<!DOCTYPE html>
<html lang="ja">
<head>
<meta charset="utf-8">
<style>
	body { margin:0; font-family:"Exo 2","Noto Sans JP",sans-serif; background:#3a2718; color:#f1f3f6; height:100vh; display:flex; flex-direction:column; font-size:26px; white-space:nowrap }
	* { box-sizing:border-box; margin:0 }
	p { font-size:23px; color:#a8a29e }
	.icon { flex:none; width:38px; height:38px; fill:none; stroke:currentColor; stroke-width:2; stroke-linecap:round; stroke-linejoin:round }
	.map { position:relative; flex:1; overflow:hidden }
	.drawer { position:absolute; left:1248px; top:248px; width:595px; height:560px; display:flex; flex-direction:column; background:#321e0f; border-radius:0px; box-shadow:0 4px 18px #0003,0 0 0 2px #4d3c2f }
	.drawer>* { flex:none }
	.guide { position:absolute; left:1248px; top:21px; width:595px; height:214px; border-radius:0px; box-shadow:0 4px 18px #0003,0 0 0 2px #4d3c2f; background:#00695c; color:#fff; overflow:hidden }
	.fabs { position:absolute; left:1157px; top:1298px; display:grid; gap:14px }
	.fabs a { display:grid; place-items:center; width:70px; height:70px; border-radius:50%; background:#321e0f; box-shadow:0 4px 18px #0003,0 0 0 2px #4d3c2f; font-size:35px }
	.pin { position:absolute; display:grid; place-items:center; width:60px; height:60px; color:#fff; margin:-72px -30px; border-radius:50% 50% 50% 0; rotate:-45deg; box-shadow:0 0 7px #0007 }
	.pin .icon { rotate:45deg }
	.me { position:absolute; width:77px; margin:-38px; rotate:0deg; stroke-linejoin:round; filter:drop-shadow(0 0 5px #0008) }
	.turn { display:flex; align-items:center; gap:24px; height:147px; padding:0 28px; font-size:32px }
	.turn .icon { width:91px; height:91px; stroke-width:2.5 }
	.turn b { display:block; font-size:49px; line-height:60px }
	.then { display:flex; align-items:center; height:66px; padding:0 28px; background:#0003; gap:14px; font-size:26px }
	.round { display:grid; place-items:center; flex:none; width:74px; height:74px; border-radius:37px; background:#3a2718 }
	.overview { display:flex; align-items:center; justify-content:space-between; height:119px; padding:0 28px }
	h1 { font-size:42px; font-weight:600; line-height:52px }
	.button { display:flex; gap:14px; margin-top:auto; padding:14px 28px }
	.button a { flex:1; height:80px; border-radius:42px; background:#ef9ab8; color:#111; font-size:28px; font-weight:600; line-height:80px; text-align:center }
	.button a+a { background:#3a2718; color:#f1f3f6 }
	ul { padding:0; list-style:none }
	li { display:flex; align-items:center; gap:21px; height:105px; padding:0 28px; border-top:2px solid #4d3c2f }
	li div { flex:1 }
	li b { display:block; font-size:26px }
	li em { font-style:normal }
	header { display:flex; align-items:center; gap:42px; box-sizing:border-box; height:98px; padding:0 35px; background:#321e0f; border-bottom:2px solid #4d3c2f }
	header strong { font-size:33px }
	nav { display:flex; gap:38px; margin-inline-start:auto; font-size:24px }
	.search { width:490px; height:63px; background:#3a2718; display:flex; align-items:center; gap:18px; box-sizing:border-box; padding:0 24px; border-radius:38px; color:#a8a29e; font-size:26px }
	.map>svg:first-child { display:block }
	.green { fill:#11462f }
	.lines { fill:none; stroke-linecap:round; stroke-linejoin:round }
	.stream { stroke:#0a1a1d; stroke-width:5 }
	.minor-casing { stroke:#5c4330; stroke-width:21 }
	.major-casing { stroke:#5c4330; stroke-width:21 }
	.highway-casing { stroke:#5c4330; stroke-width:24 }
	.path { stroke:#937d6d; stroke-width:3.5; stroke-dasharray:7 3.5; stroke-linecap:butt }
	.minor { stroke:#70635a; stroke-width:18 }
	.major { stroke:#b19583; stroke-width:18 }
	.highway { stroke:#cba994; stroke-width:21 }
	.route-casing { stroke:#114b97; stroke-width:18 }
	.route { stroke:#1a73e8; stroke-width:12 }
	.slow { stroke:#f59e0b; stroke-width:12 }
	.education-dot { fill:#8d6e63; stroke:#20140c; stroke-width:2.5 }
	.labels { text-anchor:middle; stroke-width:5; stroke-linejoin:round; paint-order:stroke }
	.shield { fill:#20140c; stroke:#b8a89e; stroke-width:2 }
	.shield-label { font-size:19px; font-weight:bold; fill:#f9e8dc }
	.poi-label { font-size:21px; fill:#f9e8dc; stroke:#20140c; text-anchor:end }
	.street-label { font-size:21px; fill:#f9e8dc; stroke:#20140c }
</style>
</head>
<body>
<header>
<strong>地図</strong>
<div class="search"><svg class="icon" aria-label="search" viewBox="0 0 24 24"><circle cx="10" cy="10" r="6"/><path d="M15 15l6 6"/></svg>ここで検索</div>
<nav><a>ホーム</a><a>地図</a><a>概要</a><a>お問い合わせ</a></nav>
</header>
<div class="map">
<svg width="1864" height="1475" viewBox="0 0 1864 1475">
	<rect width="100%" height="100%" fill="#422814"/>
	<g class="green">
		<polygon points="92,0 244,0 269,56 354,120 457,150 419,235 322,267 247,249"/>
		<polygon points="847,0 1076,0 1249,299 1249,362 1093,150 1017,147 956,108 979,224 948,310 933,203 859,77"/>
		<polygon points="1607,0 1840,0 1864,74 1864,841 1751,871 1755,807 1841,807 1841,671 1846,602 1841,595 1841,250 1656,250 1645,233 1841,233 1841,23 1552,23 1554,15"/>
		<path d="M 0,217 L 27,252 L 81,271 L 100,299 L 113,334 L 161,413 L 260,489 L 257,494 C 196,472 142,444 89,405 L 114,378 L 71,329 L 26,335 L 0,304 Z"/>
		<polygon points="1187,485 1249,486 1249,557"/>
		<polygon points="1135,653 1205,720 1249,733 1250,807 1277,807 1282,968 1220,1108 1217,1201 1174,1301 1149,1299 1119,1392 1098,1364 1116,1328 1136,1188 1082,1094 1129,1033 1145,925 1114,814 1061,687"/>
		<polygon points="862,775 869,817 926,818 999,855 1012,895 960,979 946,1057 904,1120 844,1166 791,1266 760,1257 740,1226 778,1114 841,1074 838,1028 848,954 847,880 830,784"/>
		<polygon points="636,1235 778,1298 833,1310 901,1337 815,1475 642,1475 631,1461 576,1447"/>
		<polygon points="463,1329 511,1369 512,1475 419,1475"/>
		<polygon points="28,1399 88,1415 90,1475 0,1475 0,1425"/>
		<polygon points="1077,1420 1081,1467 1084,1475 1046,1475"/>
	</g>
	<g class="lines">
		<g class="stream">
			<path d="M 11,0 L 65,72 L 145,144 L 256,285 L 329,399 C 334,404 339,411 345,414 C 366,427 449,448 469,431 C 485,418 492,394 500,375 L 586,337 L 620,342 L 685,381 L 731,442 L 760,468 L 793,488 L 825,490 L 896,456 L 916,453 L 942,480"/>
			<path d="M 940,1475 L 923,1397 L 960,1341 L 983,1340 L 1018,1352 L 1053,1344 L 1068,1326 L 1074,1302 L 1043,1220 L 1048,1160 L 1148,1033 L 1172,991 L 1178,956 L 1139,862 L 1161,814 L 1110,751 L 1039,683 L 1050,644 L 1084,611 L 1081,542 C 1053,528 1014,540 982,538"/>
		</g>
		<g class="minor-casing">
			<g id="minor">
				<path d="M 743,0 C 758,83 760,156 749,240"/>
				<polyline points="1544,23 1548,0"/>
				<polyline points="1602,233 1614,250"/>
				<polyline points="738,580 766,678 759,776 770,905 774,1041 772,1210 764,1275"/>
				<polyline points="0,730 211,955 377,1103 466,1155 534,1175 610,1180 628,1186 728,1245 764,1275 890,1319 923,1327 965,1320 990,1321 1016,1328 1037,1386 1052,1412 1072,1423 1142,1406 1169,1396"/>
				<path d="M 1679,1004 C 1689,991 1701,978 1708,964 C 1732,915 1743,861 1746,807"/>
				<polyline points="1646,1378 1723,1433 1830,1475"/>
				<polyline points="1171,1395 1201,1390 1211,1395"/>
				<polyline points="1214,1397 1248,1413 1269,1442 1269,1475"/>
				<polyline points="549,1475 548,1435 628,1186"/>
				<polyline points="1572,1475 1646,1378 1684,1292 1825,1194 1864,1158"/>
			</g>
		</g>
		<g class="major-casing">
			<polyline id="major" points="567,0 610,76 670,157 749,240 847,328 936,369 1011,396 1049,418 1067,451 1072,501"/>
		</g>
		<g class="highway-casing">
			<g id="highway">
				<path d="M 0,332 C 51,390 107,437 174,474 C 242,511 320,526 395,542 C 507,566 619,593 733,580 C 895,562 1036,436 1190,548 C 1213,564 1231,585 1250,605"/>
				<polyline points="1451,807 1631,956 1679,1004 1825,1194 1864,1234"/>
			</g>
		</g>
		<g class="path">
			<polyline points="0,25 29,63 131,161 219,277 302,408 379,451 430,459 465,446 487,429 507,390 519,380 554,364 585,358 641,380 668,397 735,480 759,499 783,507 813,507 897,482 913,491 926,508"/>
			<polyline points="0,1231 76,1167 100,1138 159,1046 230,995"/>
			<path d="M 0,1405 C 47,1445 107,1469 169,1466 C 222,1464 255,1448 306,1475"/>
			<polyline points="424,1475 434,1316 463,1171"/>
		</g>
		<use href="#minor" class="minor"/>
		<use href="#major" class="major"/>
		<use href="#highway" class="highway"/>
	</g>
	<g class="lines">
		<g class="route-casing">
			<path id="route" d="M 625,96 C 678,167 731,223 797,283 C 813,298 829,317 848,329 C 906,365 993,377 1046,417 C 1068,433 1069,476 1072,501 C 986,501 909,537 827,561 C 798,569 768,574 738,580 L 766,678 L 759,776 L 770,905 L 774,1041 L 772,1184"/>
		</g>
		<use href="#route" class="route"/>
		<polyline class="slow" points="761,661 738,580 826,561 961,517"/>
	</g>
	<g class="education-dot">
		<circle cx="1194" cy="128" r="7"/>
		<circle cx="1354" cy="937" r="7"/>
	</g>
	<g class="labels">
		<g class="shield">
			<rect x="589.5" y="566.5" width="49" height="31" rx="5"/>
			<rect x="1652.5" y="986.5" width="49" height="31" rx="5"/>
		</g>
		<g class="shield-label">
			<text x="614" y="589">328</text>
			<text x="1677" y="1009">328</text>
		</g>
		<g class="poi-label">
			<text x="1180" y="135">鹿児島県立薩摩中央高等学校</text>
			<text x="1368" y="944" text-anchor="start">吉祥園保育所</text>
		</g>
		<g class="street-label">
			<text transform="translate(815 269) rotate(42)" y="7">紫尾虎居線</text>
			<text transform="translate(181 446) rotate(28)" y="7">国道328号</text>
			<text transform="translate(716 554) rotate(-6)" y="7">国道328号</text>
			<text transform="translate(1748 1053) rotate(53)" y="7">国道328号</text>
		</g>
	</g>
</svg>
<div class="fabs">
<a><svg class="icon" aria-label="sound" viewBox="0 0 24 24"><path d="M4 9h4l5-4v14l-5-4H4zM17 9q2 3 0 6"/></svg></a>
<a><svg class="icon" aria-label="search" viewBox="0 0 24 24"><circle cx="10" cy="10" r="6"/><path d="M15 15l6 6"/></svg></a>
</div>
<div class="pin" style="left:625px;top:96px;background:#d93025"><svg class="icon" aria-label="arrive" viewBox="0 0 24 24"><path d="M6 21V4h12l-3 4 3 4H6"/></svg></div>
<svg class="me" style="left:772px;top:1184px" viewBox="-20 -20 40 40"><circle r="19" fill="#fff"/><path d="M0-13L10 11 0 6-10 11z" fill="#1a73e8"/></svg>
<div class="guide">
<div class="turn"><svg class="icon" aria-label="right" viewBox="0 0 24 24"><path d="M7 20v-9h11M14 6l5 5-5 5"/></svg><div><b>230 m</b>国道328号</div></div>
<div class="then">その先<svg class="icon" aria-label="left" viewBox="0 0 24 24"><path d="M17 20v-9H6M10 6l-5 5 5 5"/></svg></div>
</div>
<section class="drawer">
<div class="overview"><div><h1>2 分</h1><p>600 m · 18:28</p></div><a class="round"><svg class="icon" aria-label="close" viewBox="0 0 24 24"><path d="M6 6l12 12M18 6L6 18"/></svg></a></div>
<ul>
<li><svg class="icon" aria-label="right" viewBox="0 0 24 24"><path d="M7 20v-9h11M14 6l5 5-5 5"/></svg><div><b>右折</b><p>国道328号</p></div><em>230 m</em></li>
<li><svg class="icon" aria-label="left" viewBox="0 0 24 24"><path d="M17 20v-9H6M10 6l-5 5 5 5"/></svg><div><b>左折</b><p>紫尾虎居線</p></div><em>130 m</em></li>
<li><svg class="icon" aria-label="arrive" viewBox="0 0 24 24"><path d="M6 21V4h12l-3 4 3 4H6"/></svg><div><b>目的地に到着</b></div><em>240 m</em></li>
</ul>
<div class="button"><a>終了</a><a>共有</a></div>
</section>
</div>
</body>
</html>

▬▬▬▬▬▬

Please go over the data above and tally every line holding "labels"; reply only with the count.

2